Graphcore/roberta-base-squad

BERT (Bidirectional Encoder Representations from Transformers) is a transformers model which is designed to pretrain bidirectional representations from unlabelled texts. It enables easy and fast fine-tuning for different downstream tasks such as Sequence Classification, Named Entity Recognition, Question Answering, Multiple Choice and MaskedLM.

It was trained with two objectives in pretraining : Masked language modelling (MLM) and Next sentence prediction(NSP). First, MLM is different from traditional LM which sees the words one after another while BERT allows the model to learn a bidirectional representation.
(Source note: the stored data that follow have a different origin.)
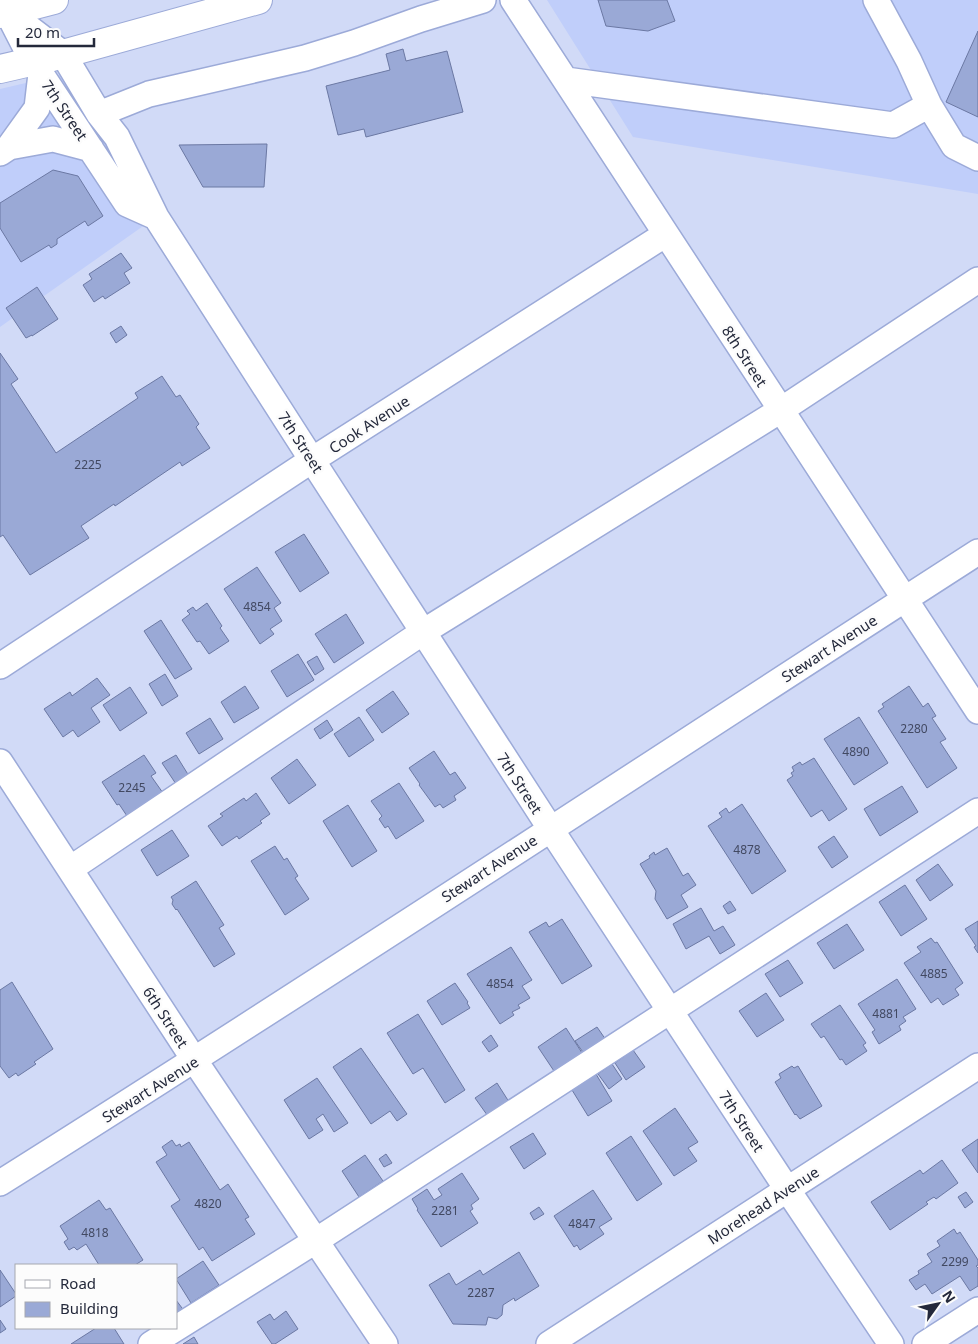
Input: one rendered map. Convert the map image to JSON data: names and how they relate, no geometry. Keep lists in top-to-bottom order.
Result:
{
  "streets": {
    "street": [
      "7th Street",
      "8th Street",
      "Cook Avenue",
      "Stewart Avenue",
      "6th Street",
      "Morehead Avenue"
    ]
  },
  "crossings": [
    ["7th Street", "Cook Avenue"],
    ["7th Street", "Stewart Avenue"],
    ["7th Street", "Morehead Avenue"],
    ["8th Street", "Cook Avenue"],
    ["8th Street", "Stewart Avenue"],
    ["Stewart Avenue", "6th Street"]
  ],
  "house_numbers": [
    "2225",
    "4854",
    "2280",
    "4890",
    "2245",
    "4878",
    "4885",
    "4854",
    "4881",
    "4820",
    "2281",
    "4847",
    "4818",
    "2299",
    "2287"
  ],
  "legend": ["Road", "Building"],
  "scale_bar": "20 m",
  "north": "top right"
}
In addition to MLM, NSP is used for jointly pertaining text-pair representations.

It reduces the need of many engineering efforts for building task specific architectures through pre-trained representation. And achieves state-of-the-art performance on a large suite of sentence-level and token-level tasks.

Model description

RoBERTa is based on BERT pretraining approach and improves on it by carefully evaluating a number of design decisions of BERT pretraining which it found to cause the model to be undertrained.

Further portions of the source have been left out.